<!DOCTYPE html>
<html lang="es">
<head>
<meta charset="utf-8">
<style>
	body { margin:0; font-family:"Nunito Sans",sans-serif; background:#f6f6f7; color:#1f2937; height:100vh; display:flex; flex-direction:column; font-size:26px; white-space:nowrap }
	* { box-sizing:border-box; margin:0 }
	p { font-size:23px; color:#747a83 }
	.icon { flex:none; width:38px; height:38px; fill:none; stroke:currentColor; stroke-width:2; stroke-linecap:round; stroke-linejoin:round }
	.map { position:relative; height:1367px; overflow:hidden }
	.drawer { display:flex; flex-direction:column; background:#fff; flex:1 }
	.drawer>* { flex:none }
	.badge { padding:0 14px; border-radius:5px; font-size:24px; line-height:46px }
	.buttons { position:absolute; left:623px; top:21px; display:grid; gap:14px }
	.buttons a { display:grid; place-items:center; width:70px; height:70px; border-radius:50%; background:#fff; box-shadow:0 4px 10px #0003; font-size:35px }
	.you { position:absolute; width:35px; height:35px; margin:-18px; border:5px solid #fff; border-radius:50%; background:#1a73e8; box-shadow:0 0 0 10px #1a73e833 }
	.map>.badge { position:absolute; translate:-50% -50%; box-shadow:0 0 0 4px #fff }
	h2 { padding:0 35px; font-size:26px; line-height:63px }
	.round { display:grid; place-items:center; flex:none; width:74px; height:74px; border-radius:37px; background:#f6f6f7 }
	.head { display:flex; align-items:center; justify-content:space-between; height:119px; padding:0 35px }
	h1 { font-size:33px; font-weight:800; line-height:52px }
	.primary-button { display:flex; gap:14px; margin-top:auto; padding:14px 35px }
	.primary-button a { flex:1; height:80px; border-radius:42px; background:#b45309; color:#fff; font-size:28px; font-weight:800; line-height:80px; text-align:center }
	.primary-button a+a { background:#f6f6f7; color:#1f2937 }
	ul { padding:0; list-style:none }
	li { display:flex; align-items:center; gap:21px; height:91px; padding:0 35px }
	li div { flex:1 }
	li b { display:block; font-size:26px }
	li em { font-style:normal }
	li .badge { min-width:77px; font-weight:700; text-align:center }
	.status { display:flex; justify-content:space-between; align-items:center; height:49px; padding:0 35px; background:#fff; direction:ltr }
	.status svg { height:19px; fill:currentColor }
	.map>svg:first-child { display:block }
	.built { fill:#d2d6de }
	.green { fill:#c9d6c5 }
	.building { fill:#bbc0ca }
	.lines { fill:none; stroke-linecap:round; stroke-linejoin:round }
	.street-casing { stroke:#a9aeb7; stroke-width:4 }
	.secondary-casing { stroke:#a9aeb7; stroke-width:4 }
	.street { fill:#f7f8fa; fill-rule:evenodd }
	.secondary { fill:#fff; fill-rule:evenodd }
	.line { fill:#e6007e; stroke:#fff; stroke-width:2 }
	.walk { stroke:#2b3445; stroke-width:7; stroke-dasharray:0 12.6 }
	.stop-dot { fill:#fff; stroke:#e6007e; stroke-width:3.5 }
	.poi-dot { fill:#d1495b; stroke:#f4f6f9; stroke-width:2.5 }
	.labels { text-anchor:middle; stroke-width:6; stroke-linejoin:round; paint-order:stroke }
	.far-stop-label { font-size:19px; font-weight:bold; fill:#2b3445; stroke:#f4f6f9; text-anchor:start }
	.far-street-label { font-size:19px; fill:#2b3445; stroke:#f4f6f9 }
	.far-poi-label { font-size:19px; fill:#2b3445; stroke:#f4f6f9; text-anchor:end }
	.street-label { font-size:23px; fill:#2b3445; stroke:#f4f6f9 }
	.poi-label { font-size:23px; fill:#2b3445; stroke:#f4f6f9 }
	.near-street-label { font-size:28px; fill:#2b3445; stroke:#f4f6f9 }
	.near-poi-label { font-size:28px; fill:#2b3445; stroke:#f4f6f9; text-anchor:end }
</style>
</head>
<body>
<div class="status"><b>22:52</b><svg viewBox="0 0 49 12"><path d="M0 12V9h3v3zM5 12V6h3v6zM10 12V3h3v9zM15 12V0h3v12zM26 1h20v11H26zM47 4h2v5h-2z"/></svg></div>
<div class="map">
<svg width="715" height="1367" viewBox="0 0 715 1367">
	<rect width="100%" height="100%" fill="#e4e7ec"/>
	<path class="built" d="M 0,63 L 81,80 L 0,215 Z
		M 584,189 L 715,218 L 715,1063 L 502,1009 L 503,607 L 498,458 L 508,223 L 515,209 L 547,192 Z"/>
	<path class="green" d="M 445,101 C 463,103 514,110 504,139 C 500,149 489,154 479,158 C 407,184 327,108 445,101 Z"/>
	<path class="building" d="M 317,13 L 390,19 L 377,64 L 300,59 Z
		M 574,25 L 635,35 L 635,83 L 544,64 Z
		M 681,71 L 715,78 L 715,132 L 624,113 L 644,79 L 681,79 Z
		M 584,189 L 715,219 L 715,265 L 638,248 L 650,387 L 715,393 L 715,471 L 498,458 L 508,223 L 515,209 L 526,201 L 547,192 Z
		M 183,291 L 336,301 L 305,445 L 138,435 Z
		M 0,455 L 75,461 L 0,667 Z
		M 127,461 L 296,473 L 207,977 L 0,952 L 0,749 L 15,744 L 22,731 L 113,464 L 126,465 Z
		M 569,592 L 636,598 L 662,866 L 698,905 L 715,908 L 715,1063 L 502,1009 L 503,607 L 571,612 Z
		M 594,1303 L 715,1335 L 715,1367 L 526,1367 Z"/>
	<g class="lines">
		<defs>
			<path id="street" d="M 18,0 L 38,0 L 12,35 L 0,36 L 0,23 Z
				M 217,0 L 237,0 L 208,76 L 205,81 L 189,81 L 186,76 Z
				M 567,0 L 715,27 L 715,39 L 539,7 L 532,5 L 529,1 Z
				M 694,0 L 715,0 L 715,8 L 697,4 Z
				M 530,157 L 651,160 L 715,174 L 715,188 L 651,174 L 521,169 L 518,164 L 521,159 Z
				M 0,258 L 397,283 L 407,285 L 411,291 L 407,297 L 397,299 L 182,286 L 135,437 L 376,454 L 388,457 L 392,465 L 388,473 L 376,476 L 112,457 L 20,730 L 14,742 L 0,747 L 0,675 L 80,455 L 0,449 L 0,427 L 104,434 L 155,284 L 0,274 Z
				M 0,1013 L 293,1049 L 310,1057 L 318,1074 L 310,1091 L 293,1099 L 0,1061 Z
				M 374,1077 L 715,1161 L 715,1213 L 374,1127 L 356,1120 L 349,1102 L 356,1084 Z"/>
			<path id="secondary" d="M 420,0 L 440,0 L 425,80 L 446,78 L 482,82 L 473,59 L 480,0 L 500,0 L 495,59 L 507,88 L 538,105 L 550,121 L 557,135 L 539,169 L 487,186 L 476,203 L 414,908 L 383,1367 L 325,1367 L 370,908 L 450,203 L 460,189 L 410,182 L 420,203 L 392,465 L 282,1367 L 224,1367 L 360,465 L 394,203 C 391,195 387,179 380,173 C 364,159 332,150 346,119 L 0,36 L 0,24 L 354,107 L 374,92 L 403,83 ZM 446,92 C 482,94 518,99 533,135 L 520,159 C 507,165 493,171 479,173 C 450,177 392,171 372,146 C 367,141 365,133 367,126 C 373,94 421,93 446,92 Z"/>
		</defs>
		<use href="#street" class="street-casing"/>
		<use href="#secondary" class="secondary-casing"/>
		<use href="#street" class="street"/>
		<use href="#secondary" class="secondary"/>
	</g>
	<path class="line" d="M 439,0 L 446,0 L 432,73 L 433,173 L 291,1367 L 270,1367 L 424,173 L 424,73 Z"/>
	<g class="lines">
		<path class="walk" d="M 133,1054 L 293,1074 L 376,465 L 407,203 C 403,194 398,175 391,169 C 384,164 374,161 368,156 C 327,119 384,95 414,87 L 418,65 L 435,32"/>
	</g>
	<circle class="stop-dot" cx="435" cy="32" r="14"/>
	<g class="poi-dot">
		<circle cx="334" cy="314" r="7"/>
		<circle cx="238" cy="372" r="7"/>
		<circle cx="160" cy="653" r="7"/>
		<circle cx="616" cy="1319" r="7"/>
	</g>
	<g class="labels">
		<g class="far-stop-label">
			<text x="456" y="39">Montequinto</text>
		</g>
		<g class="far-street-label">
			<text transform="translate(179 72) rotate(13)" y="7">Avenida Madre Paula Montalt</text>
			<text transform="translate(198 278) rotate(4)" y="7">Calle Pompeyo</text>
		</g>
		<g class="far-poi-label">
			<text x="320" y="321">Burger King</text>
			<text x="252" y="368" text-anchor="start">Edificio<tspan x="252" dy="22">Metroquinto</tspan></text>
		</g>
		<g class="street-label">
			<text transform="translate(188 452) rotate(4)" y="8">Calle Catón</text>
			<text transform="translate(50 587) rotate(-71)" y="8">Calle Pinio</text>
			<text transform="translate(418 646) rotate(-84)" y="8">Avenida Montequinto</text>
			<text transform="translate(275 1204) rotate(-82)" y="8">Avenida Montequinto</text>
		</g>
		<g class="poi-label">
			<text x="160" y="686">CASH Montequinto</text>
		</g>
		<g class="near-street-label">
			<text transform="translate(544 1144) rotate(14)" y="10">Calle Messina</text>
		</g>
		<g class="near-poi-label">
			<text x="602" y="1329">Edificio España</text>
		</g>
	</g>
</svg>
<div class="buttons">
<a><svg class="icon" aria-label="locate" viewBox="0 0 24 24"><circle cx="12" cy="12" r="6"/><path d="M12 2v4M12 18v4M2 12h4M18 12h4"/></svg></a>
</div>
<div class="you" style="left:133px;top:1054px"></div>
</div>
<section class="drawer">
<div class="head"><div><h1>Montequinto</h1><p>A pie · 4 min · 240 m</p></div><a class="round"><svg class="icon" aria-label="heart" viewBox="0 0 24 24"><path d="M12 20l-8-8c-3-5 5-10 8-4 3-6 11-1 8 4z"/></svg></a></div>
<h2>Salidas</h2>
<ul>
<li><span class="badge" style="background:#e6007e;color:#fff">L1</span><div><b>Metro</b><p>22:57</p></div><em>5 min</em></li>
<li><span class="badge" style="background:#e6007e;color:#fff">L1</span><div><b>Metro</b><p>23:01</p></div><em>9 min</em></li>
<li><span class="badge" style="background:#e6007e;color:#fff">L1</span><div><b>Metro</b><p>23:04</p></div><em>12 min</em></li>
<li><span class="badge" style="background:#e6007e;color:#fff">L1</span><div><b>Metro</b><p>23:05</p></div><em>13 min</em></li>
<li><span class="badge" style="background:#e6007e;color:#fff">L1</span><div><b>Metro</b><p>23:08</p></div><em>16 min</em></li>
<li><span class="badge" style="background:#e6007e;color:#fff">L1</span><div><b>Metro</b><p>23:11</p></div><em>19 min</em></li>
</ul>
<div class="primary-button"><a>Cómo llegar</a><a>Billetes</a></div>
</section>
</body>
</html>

-- INSTRUCTIONS TO FOLLOW --
Answer with the number alone: how many lines in the records include the word "labels"?

-- ANSWER AREA --
2